Owing to the fact that the closing spring in the closed state
ensures that the contact bridge bears safely against the counter
contacts, however, a snap-action spring disc with a very high
degree of stability in the second configuration is required
here.
[0047] A further disadvantage with the known switch consists in
that the snap-action spring disc and the bimetallic snap-action
disc are each arranged at their rim fixedly in a housing part of
the switch. In the cooling position of the known switch, i.e. in
the position in which the snap-action spring disc is again in its
second configuration and the bimetallic snap-action disc is again
in its low-temperature configuration, the bimetallic snap-action
disc then presses with its rim onto the rim of the
spring/snap-action disc. This weakens the actuating force which
needs to be applied by the snap-action spring disc for keeping the
contact bridge at a distance from the stationary counter contacts
against the force of the closing spring.
[0048] In addition to high manufacturing costs, the known switch
therefore has the further disadvantage that it closes again in an
undesired manner.
[0049] A further switch with three switching positions is known
from DE 86 25 999 U1 already mentioned above. In this known switch,
a spring tongue is provided which is clamped in at one end and
which bears a movable contact part at its free end, which movable
contact part interacts with a fixed counter contact.

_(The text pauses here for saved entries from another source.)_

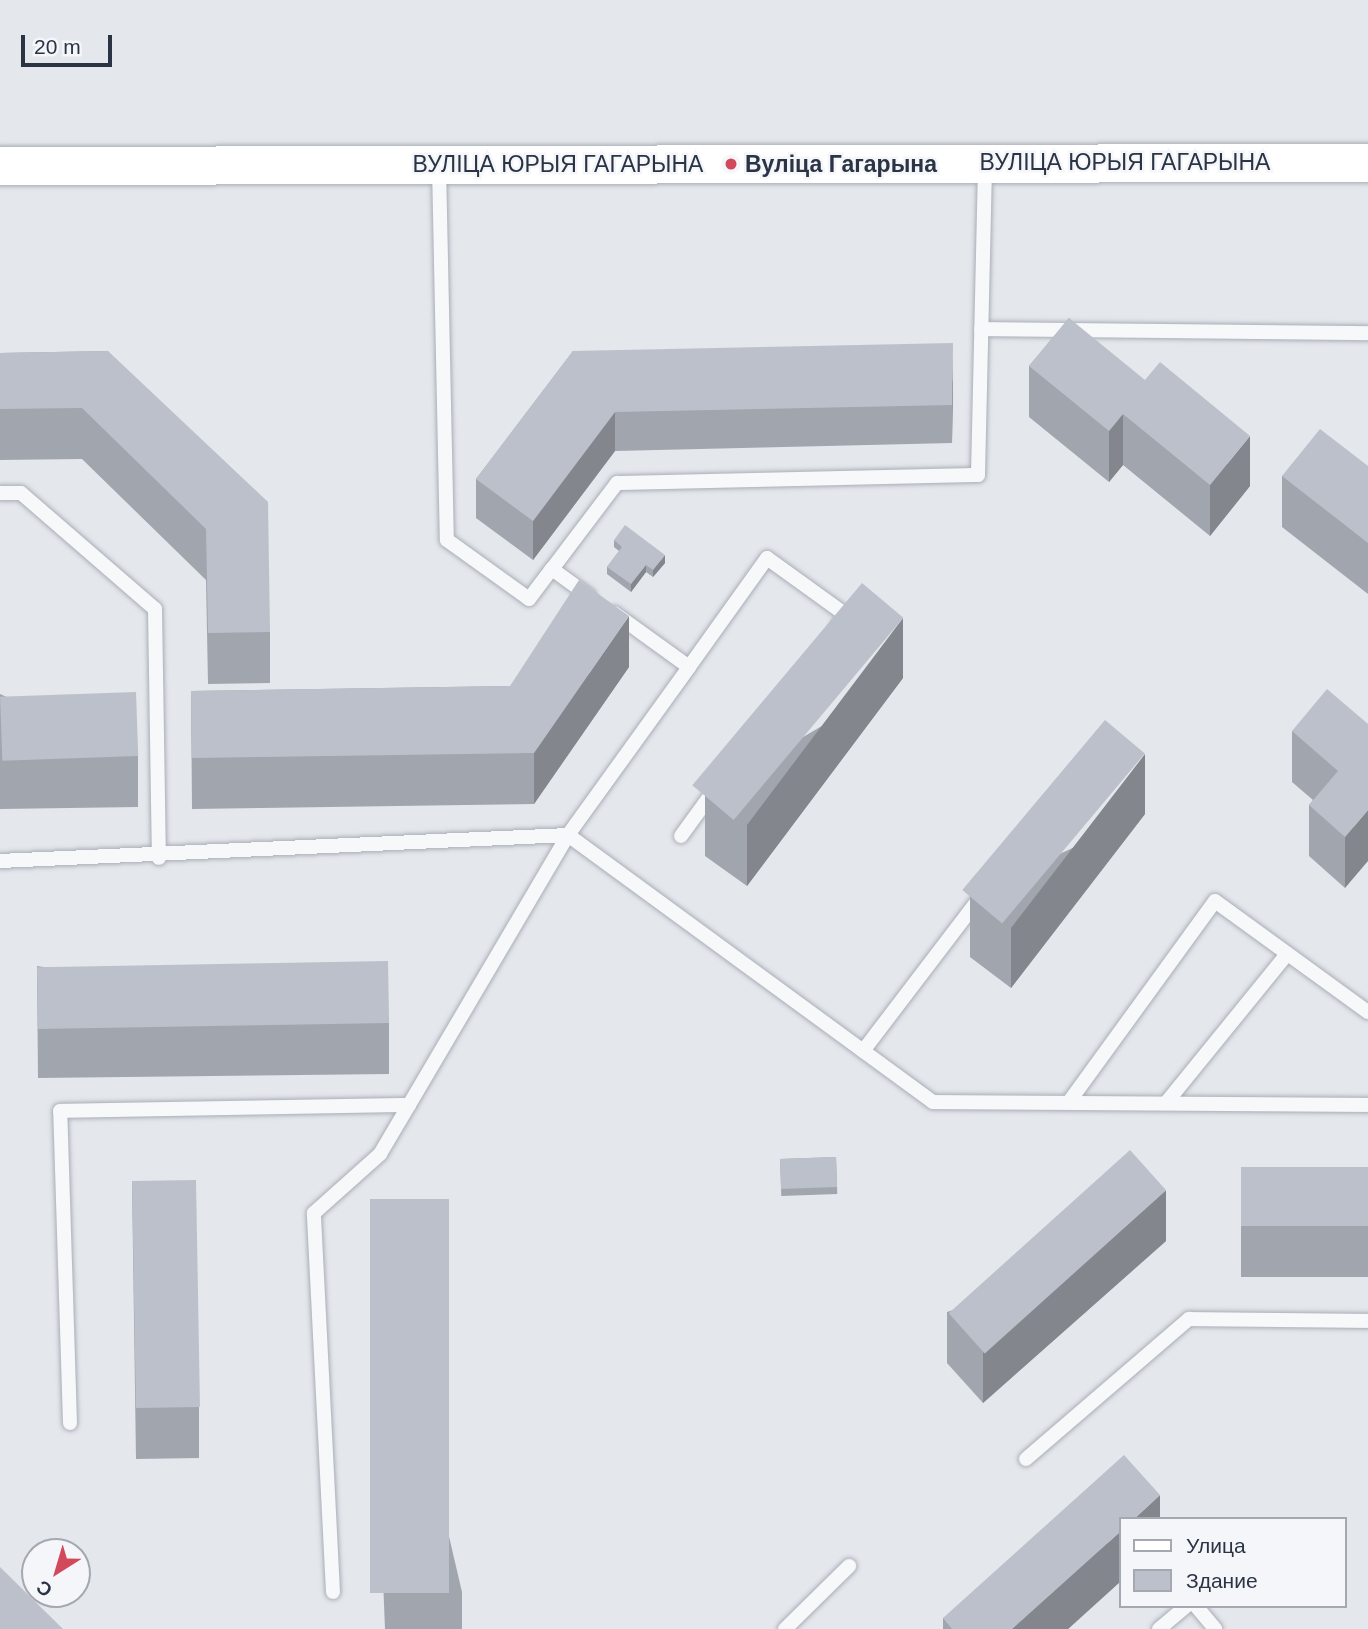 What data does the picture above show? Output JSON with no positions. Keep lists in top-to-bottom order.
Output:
{
  "streets": {
    "main road": ["ВУЛІЦА ЮРЫЯ ГАГАРЫНА"]
  },
  "places": ["Вуліца Гагарына"],
  "legend": ["Улица", "Здание"],
  "scale_bar": "20 m",
  "north": "bottom left"
} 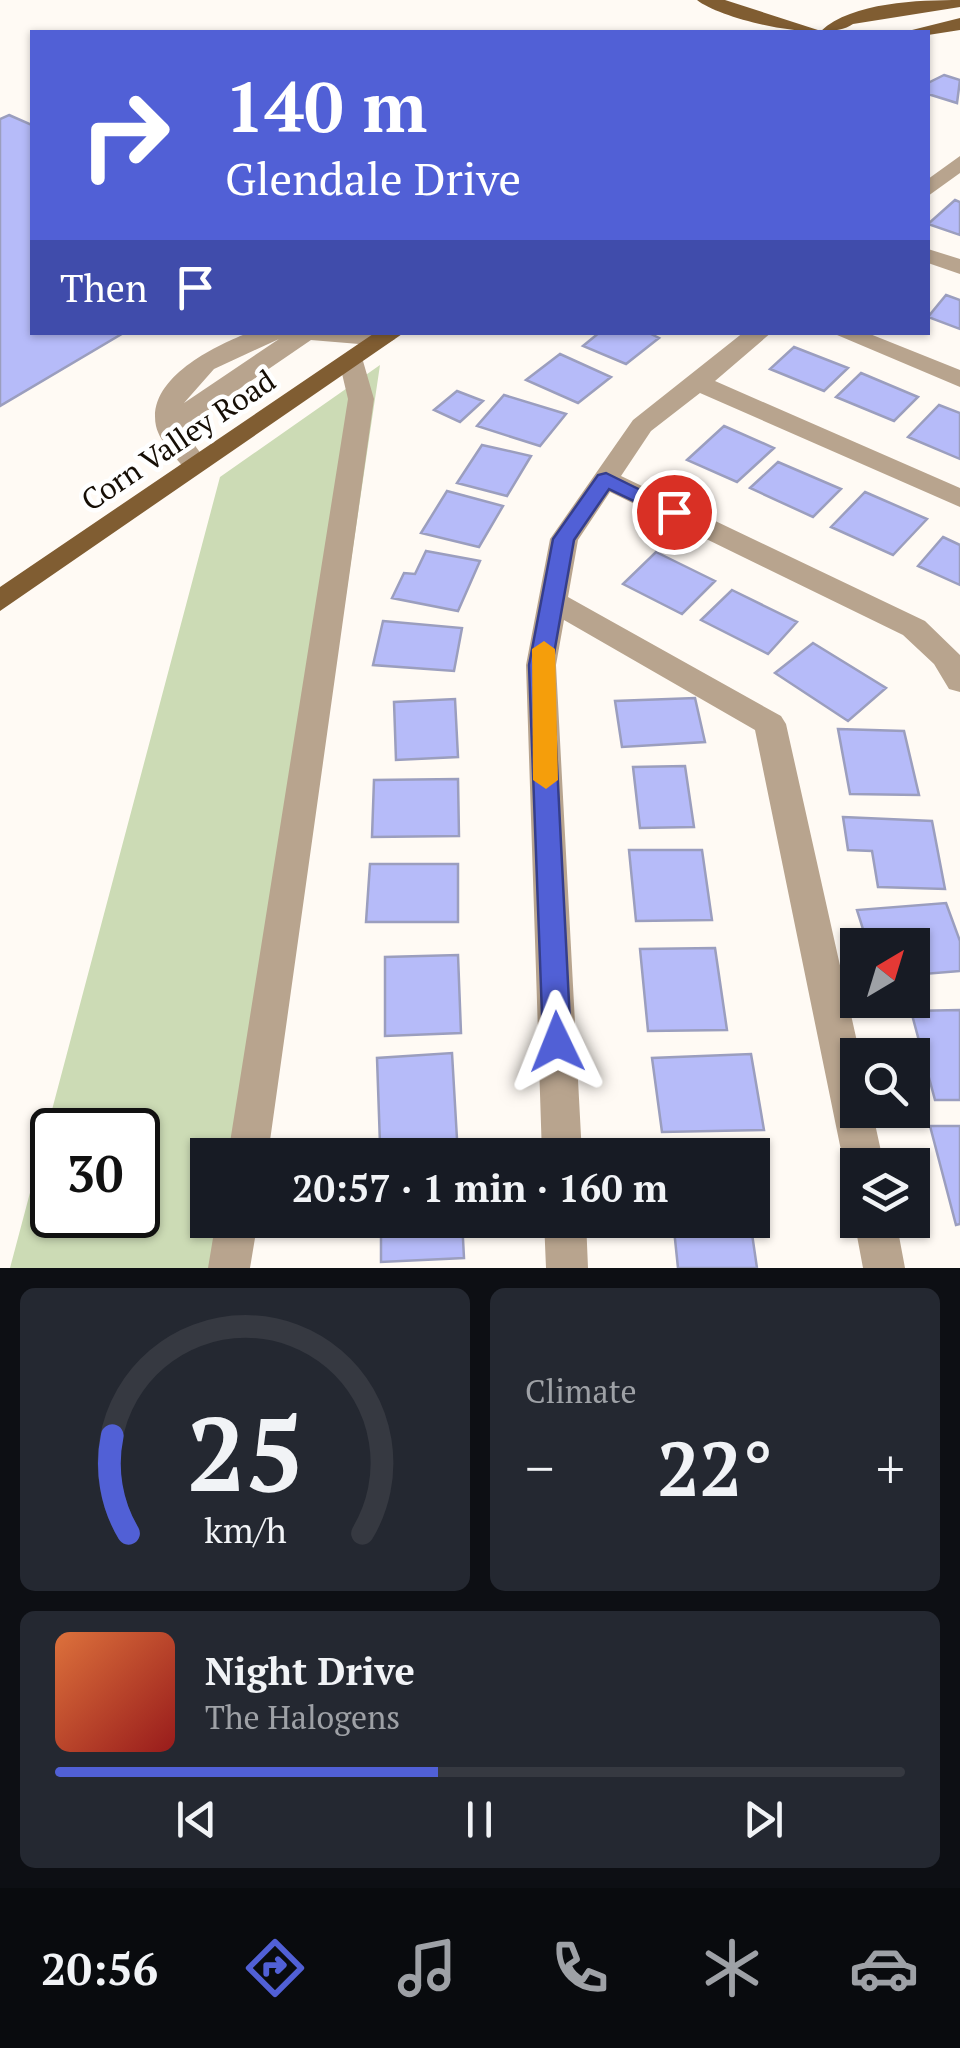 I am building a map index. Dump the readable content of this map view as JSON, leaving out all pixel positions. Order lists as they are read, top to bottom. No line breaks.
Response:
{"streets":{"main road":["Corn Valley Road"]},"north":"top right","page":{"turn":["140 m","Glendale Drive"],"then":"Then","limit":"30","trip":"20:57 · 1 min · 160 m","tile":"Climate","heat":["−","22°","+"],"song":["Night Drive","The Halogens"],"tabs":"20:56","gauge":["25","km/h"]}} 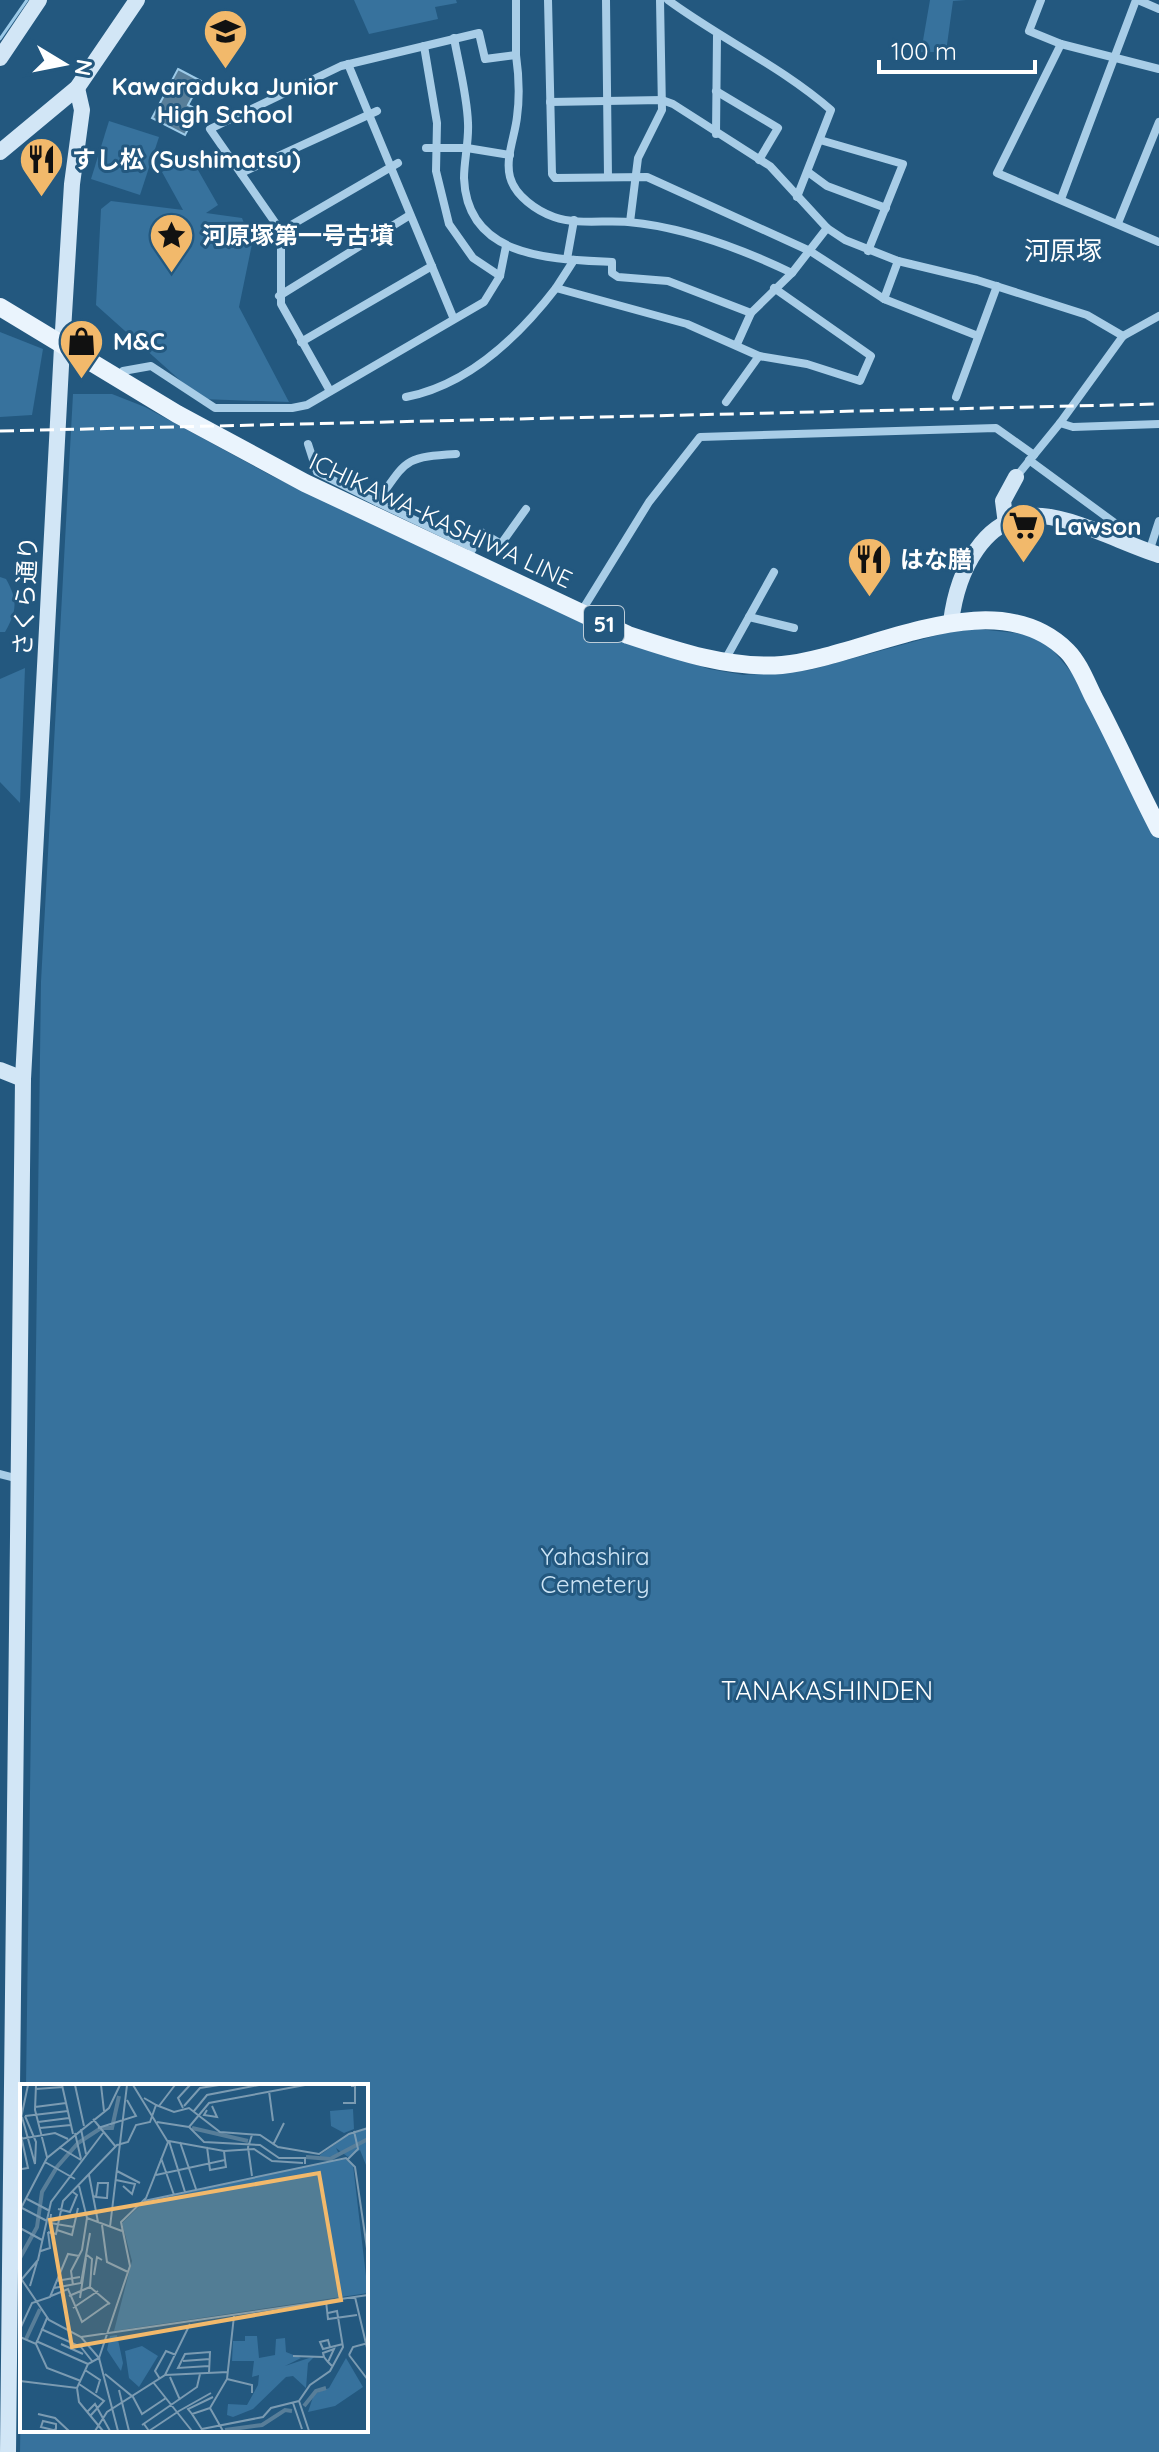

[0050] A dome is formed on this spring tongue, which dome is
pressed into its second configuration by a bimetallic plate which
is likewise fastened on the spring tongue, in which second
configuration the movable contact part is spaced apart from the
stationary counter contact.
[0051] The dome in the case of this switch needs to keep the
movable contact part at a distance from the fixed counter contact
against the closing force of the spring tongue which is clamped in
at one end, with the result that the dome in its second
configuration needs to apply a high actuating force.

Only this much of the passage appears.